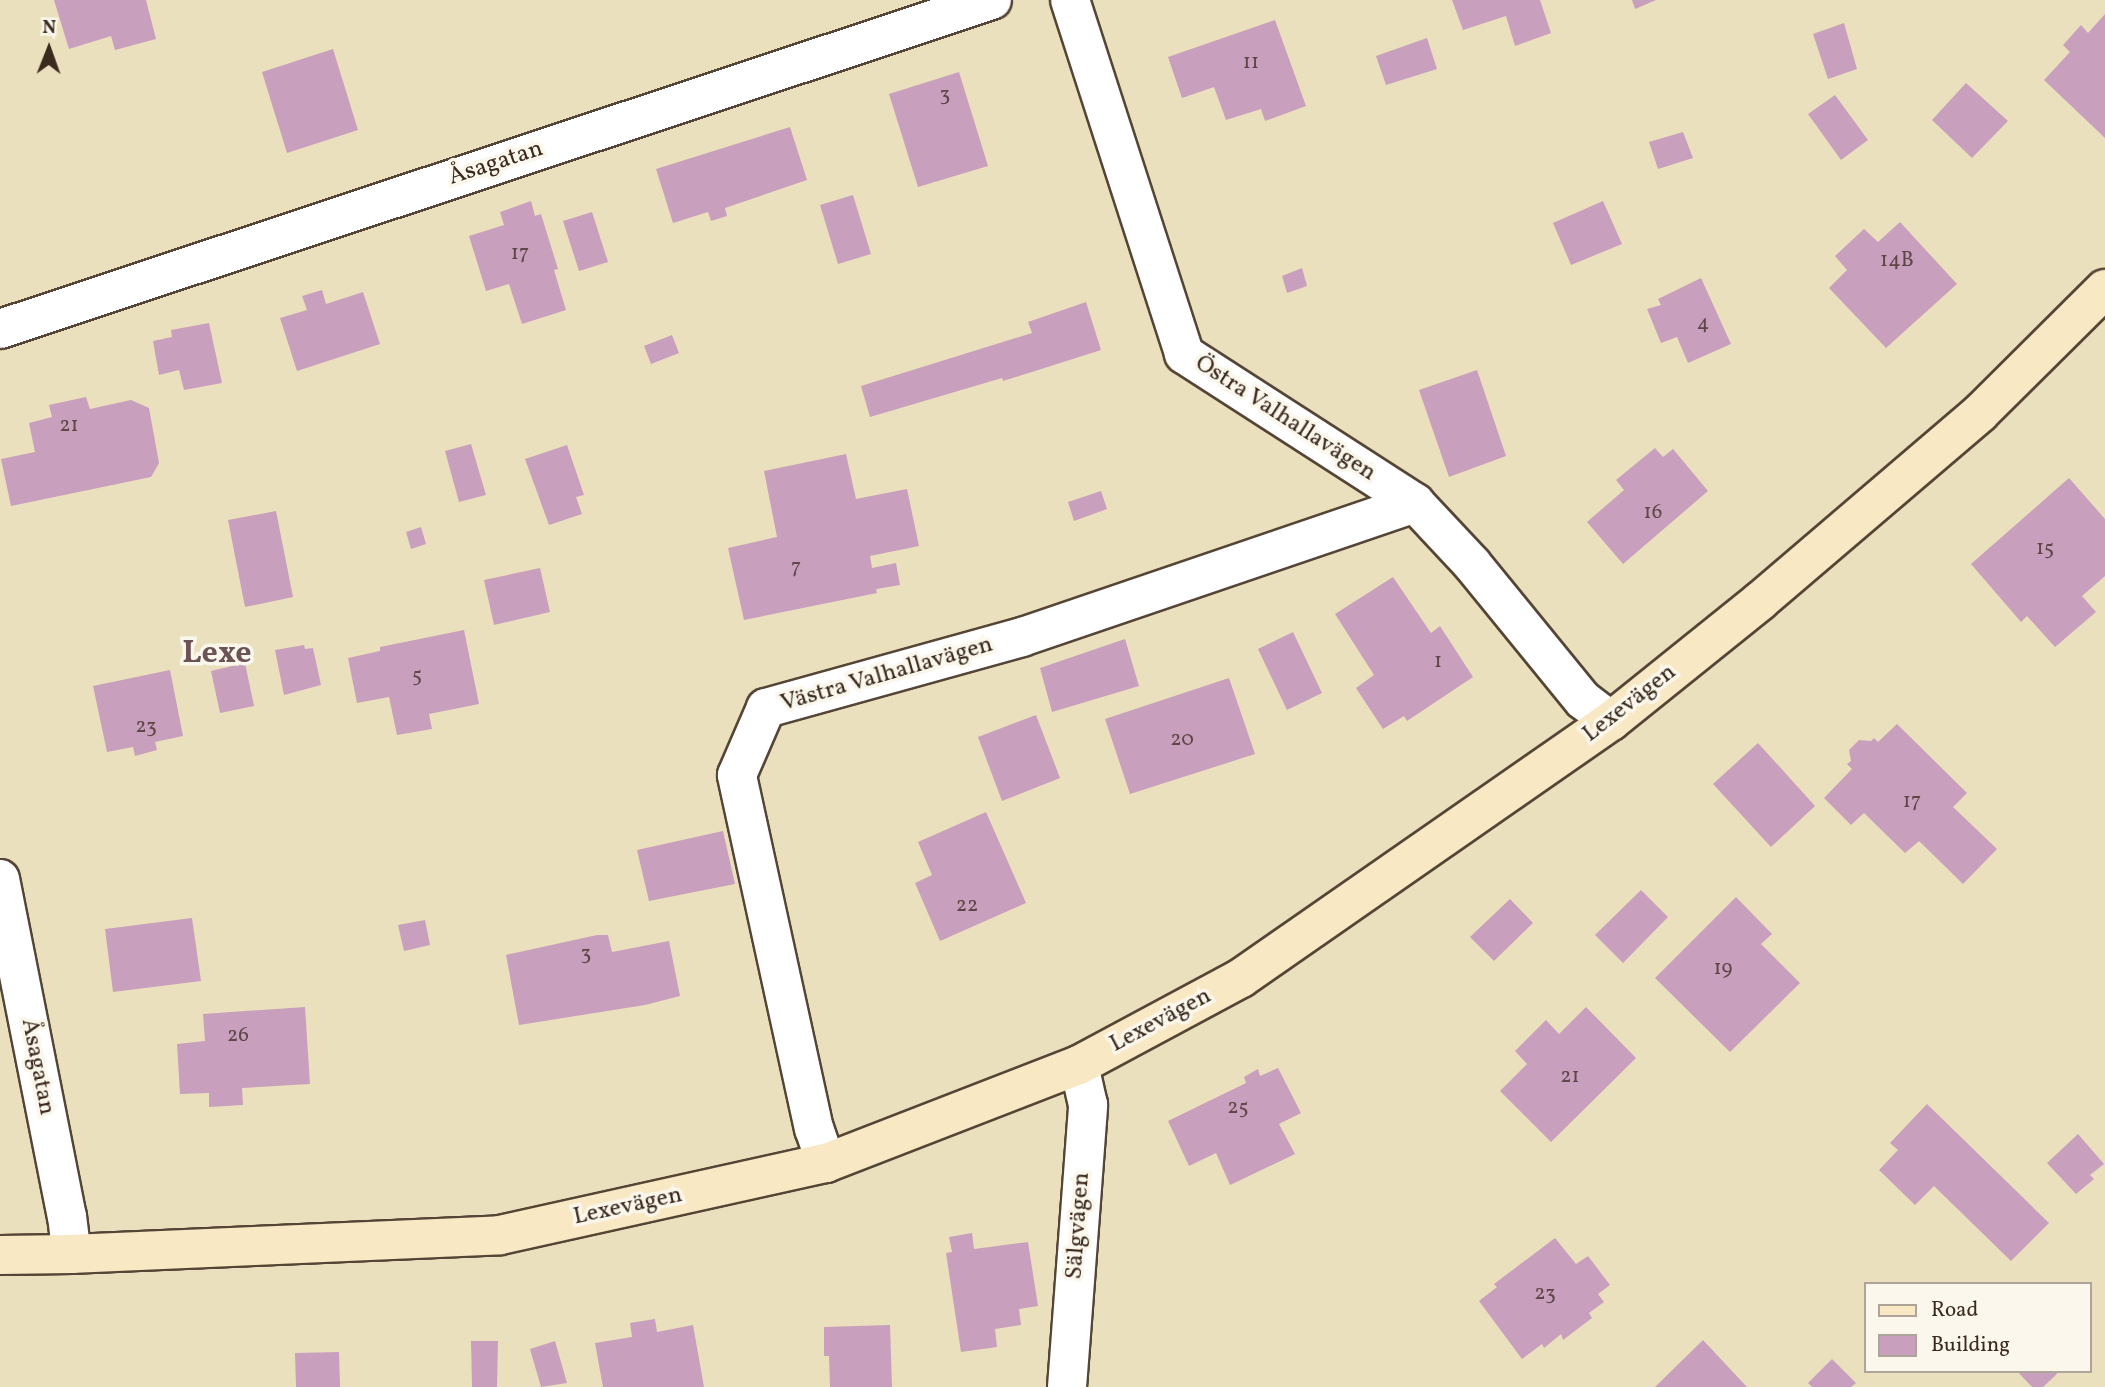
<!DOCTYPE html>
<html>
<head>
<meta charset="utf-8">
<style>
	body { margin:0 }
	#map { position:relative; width:2105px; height:1387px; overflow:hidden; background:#ebe0bd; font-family:Vollkorn,serif }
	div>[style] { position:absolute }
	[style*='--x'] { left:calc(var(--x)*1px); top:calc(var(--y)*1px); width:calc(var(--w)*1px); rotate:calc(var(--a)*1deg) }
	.building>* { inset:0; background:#c89fbc }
	.roads { filter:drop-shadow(2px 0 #554536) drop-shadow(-2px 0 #554536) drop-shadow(0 2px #554536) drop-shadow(0 -2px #554536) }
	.street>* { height:38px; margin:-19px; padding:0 19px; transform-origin:19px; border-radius:19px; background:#fff }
	.secondary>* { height:38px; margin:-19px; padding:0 19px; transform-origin:19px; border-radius:19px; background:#f8e8c3 }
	span { translate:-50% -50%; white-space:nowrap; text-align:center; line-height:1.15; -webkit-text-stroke:7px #fbf7ec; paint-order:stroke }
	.number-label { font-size:21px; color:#5e4746 }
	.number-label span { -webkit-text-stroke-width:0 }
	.street-label { font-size:24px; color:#3b2a1e }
	.district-label { font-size:32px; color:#6c5355; font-weight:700 }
	.legend { position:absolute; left:1864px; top:1282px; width:228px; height:91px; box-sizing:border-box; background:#fbf7ec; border:2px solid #aea59a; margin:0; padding:9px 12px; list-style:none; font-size:21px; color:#3b2a1e }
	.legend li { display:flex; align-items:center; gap:14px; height:35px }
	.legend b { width:35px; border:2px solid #aea59a }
	.north { position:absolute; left:14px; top:14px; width:70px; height:70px; -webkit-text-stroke:5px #fbf7ec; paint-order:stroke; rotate:1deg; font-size:19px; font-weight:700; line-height:28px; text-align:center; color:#3b2a1e }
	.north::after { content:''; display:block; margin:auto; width:24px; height:32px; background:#3b2a1e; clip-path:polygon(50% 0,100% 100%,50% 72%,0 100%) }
</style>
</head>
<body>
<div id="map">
	<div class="building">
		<div style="clip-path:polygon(54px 0,146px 0,156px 39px,115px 50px,111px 36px,69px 49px)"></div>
		<div style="clip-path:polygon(1452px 0,1540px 0,1551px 33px,1515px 46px,1506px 16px,1463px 30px)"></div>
		<div style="clip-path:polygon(1632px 0,1656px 0,1635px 9px)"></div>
		<div style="clip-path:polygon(2105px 14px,2105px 138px,2044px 80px,2070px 52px,2063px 45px,2081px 25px,2088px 33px)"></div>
		<div style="clip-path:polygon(1275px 20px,1306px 106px,1265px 121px,1261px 109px,1226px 120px,1214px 87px,1182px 98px,1168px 57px)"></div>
		<div style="clip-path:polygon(1844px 23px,1857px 69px,1828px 79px,1813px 34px)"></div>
		<div style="clip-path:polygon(1427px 38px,1437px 69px,1386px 85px,1376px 56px)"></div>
		<div style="clip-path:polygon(333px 49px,358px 130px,287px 153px,262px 72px)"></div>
		<div style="clip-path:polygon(959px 72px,988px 166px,918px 187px,889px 94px)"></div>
		<div style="clip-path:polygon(1966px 83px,2008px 121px,1972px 158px,1932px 120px)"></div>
		<div style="clip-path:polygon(1835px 95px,1868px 140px,1841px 160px,1808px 114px)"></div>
		<div style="clip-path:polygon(790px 127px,807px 180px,725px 208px,727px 216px,711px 221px,708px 212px,673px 223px,656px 169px)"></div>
		<div style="clip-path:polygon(1683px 132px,1693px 158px,1658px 169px,1649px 142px)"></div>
		<div style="clip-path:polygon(853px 195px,871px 254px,838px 264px,820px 205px)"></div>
		<div style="clip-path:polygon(531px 201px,535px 216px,541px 214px,558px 269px,554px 270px,566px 310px,522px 324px,509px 284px,486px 291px,469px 236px,504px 225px,500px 212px)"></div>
		<div style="clip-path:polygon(1603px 201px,1622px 244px,1571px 265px,1553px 223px)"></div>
		<div style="clip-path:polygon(592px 212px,608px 262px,579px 271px,563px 221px)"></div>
		<div style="clip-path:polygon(1900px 222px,1957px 284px,1886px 348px,1829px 288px,1847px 270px,1835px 256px,1864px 229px,1878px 242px)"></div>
		<div style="clip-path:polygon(1302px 268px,1307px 286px,1287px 293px,1282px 276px)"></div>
		<div style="clip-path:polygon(1701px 278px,1731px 344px,1688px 363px,1677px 337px,1661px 343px,1647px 309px,1661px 305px,1658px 299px)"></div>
		<div style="clip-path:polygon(322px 290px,326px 304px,363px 292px,380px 344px,297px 371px,280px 318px,307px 310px,302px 296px)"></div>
		<div style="clip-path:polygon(1086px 302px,1101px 350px,1003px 381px,1002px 378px,870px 417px,861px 386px,1032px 333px,1028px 322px)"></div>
		<div style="clip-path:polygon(209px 323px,222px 383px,184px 390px,179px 370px,159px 375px,153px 341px,172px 337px,171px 330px)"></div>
		<div style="clip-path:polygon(672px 335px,679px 353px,651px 364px,644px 346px)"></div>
		<div style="clip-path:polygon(1477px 370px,1506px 456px,1449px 477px,1419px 390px)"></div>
		<div style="clip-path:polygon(86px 397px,90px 409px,131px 400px,149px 408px,159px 463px,151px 477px,11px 506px,1px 459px,35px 452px,29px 423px,52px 417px,49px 405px)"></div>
		<div style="clip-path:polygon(471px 444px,486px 495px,459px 502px,445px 451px)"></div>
		<div style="clip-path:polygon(567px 445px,584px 495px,576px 497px,582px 514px,549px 525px,525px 459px)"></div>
		<div style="clip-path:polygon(1655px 448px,1663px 457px,1673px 449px,1708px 491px,1623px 564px,1587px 522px,1624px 490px,1616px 480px)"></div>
		<div style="clip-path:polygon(846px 454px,856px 499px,907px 489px,919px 546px,870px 556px,872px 568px,896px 563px,900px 585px,876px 589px,877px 593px,744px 620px,728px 548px,777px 537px,764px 471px)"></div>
		<div style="clip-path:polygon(2069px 478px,2105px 519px,2105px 576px,2082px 596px,2096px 612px,2055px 647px,2027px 616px,2021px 622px,1971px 564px)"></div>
		<div style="clip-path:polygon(1101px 491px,1107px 509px,1074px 521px,1068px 502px)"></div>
		<div style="clip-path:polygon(276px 511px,293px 597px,245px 607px,228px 520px)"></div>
		<div style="clip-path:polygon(421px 527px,426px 544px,411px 549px,406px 532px)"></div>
		<div style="clip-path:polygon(540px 568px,550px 612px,494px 625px,484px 580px)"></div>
		<div style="clip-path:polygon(1393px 577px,1431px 633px,1440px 626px,1473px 677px,1407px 721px,1404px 716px,1383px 729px,1356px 688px,1374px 675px,1335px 614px)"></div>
		<div style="clip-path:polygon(464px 630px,479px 704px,429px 714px,432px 729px,397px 735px,389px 697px,357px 703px,348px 658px,380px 651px,380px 647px)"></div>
		<div style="clip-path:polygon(1293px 632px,1322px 693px,1287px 710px,1258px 649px)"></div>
		<div style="clip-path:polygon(1125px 639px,1139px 686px,1052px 712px,1040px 668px)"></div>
		<div style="clip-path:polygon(304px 645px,305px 649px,313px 648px,321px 685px,284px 695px,275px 650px)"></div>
		<div style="clip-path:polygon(245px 663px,254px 706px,220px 713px,211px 671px)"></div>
		<div style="clip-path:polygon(170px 670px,183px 736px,155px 742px,157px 750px,135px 756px,133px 747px,107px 752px,93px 686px)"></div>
		<div style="clip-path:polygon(1229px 678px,1255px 754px,1130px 794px,1105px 719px)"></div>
		<div style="clip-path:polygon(1036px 715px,1060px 778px,1002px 801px,978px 737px)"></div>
		<div style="clip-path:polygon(1897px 724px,1967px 793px,1953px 807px,1997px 849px,1963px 884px,1919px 841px,1905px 853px,1864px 813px,1851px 825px,1824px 798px,1852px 769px,1847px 764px,1851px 761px,1849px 750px,1859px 740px,1871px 741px,1874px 738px,1878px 742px)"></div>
		<div style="clip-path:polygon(1758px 743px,1815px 806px,1771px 847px,1713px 784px)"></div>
		<div style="clip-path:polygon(986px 812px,1026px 903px,940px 941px,915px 883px,932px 875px,918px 842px)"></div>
		<div style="clip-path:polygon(723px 831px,735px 884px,649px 901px,637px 850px)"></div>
		<div style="clip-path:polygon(1641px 890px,1668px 917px,1623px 963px,1595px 935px)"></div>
		<div style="clip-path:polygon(1736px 897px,1772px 934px,1761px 944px,1800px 983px,1730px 1052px,1655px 978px)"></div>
		<div style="clip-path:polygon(1510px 899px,1533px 923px,1494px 961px,1470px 937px)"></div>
		<div style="clip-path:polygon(192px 918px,201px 981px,113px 992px,105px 929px)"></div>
		<div style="clip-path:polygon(425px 920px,430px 945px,404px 951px,398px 925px)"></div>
		<div style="clip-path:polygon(597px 935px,608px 935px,612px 952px,669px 941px,680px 996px,645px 1005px,519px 1025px,506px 955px)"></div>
		<div style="clip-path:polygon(305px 1007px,310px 1084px,242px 1088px,243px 1105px,209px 1107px,209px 1093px,180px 1094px,177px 1044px,205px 1041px,203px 1014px)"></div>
		<div style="clip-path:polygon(1586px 1007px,1636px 1058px,1551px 1142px,1500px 1091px,1527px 1064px,1515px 1051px,1546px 1020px,1559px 1034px)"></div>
		<div style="clip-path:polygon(1278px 1068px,1301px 1113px,1279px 1124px,1295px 1154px,1230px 1185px,1216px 1153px,1189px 1166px,1168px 1121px,1246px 1083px,1244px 1077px,1258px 1069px,1260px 1076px)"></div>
		<div style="clip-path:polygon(1927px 1104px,2049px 1223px,2011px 1261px,1934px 1186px,1915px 1205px,1879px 1170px,1898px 1150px,1890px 1143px)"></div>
		<div style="clip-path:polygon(2078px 1134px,2104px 1164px,2090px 1175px,2094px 1179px,2076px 1194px,2047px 1163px)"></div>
		<div style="clip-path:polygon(972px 1233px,974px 1249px,1028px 1242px,1038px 1306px,1019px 1309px,1021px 1325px,995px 1329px,997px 1347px,961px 1352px,946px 1253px,952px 1252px,949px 1237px)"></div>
		<div style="clip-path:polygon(1555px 1238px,1576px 1264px,1588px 1256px,1610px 1285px,1598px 1294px,1604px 1302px,1589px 1313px,1592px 1318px,1563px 1340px,1561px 1334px,1544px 1348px,1542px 1344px,1522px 1359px,1479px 1301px,1497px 1287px,1494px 1284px)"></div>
		<div style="clip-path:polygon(655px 1319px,657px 1332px,693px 1325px,704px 1387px,603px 1387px,595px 1343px,632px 1337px,630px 1323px)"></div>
		<div style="clip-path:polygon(890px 1325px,892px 1387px,830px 1387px,829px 1356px,824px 1356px,824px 1327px)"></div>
		<div style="clip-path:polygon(1703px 1340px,1747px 1387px,1655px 1387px)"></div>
		<div style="clip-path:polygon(471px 1341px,498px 1341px,497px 1387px,472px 1387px)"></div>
		<div style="clip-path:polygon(555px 1341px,567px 1383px,541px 1387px,530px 1349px)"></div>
		<div style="clip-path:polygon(339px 1352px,340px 1387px,296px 1387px,295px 1353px)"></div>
		<div style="clip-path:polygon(1832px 1359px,1856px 1383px,1851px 1387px,1812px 1387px,1808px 1383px)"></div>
		<div style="clip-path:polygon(2017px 1371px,2055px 1371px,2057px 1374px,2043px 1387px,2032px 1387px)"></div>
	</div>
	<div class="roads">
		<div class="street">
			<div style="--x:1070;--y:0;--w:372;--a:72.1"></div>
			<div style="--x:1184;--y:354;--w:275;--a:32.8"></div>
			<div style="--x:1415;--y:503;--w:83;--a:46.9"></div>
			<div style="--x:1472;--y:564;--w:176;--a:50.8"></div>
			<div style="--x:1583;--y:700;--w:35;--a:37"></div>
			<div style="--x:0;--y:329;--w:1045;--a:-18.35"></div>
			<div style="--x:0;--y:879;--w:344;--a:78.8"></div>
			<div style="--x:67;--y:1216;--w:38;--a:83"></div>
			<div style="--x:826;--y:1163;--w:36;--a:-109"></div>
			<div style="--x:814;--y:1129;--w:362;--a:-102.3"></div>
			<div style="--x:737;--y:775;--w:73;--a:-66.6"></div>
			<div style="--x:766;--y:708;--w:266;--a:-15.5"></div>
			<div style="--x:1022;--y:637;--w:415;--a:-18.8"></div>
			<div style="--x:1067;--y:1387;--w:283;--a:-85.7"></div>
			<div style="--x:1088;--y:1105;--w:41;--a:-102.7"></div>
		</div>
		<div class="secondary">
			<div style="--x:0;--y:1255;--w:72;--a:-0.8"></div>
			<div style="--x:72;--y:1254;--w:428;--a:-2.5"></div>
			<div style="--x:500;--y:1235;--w:334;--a:-12.5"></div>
			<div style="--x:826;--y:1163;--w:271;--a:-21.2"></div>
			<div style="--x:1079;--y:1065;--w:184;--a:-28.2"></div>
			<div style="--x:1241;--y:978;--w:450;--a:-34.8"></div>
			<div style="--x:1611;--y:721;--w:191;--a:-38.8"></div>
			<div style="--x:1760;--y:601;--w:289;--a:-40.5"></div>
			<div style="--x:1980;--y:413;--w:176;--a:-44.8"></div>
		</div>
	</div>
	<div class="number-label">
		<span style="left:1251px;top:63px">11</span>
		<span style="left:945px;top:95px">3</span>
		<span style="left:520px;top:254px">17</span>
		<span style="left:1897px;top:261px">14B</span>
		<span style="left:1703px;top:324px">4</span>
		<span style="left:69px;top:426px">21</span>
		<span style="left:1653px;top:513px">16</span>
		<span style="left:2045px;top:549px">15</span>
		<span style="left:796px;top:568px">7</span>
		<span style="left:1438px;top:662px">1</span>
		<span style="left:417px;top:676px">5</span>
		<span style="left:146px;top:727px">23</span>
		<span style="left:1182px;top:740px">20</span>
		<span style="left:1912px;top:802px">17</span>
		<span style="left:967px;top:906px">22</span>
		<span style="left:586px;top:954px">3</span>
		<span style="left:1723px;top:969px">19</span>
		<span style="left:238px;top:1036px">26</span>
		<span style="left:1570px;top:1077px">21</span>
		<span style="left:1238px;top:1108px">25</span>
		<span style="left:1545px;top:1294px">23</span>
	</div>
	<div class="street-label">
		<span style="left:496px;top:164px;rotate:-18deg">Åsagatan</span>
		<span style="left:1285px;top:419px;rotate:33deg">Östra Valhallavägen</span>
		<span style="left:887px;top:675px;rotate:-16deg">Västra Valhallavägen</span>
		<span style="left:1630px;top:704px;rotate:-38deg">Lexevägen</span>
		<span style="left:1161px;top:1021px;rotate:-28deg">Lexevägen</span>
		<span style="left:37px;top:1067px;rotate:79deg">Åsagatan</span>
		<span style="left:628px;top:1207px;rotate:-12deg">Lexevägen</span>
		<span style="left:1079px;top:1226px;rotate:-86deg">Sälgvägen</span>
	</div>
	<div class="district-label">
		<span style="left:217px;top:654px">Lexe</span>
	</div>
	<ul class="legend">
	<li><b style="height:9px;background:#f8e8c3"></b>Road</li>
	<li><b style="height:19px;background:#c89fbc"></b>Building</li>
	</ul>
	<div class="north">N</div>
</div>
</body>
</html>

HOW TO COMPLETE THIS TASK: Return each line of the entries that holds the string "number".

PROBLEM SOLUTION:
	.number-label { font-size:21px; color:#5e4746 }
	.number-label span { -webkit-text-stroke-width:0 }
	<div class="number-label">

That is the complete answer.